The ultimate fate of Rudolf Israel Kazstner is revealed in the opening moments of “Killing Kazstner”: He was shot to death on a Tel Aviv street in 1957.

We know this is true, because we hear it from the man who assassinated him.

This is just the beginning of a winding tale told by director Gaylen Ross as she explores a story that still causes angry arguments in Israel today. She jumps back and forth in time as she tells the tale — not always to helpful effect.

Kazstner was a Hungarian Jew who negotiated with the Nazis (including the notorious Adolf Eichmann, a key facilitator of the extermination of millions of Jewish people during World War II) in a successful effort to save the lives of more than 1,600 Jews.

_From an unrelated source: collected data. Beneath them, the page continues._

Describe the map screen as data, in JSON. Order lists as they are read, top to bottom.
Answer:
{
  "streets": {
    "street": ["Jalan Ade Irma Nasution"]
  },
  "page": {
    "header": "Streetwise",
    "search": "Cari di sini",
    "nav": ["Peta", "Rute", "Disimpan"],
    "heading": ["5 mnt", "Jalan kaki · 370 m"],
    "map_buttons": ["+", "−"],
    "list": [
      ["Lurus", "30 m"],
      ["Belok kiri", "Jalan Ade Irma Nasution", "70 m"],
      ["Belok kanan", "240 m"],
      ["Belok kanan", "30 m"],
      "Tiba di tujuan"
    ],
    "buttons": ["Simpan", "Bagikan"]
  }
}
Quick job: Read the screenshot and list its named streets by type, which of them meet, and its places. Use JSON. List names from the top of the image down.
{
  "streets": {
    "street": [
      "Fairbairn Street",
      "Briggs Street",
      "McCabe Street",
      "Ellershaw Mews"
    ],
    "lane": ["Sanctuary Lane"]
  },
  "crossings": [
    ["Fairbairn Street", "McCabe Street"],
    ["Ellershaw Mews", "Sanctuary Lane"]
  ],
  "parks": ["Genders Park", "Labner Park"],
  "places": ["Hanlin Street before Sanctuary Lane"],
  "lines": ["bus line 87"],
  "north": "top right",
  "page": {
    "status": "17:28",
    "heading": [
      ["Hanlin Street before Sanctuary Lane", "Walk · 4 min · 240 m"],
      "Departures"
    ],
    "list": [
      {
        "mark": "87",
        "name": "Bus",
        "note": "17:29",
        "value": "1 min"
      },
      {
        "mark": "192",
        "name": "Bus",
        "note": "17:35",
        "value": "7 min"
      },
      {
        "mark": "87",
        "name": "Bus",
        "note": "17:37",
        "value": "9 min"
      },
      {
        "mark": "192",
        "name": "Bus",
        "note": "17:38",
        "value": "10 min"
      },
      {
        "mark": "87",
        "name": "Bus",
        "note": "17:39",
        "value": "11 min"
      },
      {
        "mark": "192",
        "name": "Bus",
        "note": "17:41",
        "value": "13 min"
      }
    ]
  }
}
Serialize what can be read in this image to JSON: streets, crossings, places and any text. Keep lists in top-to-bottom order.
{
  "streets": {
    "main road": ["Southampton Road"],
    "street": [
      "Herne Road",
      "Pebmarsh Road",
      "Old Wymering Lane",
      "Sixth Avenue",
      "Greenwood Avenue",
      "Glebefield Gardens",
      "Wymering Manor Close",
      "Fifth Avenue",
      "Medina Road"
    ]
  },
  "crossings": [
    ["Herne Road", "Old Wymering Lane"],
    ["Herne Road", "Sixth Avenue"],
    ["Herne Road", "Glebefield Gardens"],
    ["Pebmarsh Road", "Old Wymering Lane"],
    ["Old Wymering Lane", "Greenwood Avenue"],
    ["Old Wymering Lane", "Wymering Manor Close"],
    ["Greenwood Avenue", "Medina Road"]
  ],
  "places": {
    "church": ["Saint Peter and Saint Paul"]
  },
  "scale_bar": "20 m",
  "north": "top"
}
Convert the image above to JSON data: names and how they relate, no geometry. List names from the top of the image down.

In the early 1950s, when Kazstner was an official in the Israeli government, a very public trial brought these negotiations into uncomfortable light. Those 1,600 people were unquestionably saved because of Kazstner’s efforts, but what was the cost?

The trial raised questions about what Kazstner might have bargained with; along with the money provided by the wealthiest of the evacuees, did he deliberately not warn the remaining Jewish population about the deadly camps?

And why did he lie to the court about writing a letter pleading leniency for a Nazi official after the war ended?

The film sifts through all sorts of possible answers to these questions, and many other questions besides (including conspiracy theories, some of which approach “JFK” proportions).

Director Ross is fortunate to have some key people participate in the movie — most notably, the assassin himself (a free man for many years), and Kazstner’s daughter, who has been fighting to clear her father’s name for many years. The movie points toward an inevitable meeting between these two.

I found it all completely fascinating, even if it becomes clear that Ross’ sympathies are with the Kazstner side of the argument.

(Side complaint: Ross’ own toneless narration is one of the film’s real weak spots.)

At the very least, the movie digs up a series of compelling stories about the Holocaust and the world’s reaction to it.

The Kazstner story is a messy, uncomfortable one, which is probably why nobody’s made a “Schindler’s List” out of it. But those rough edges and moral gray areas make for an engrossing documentary.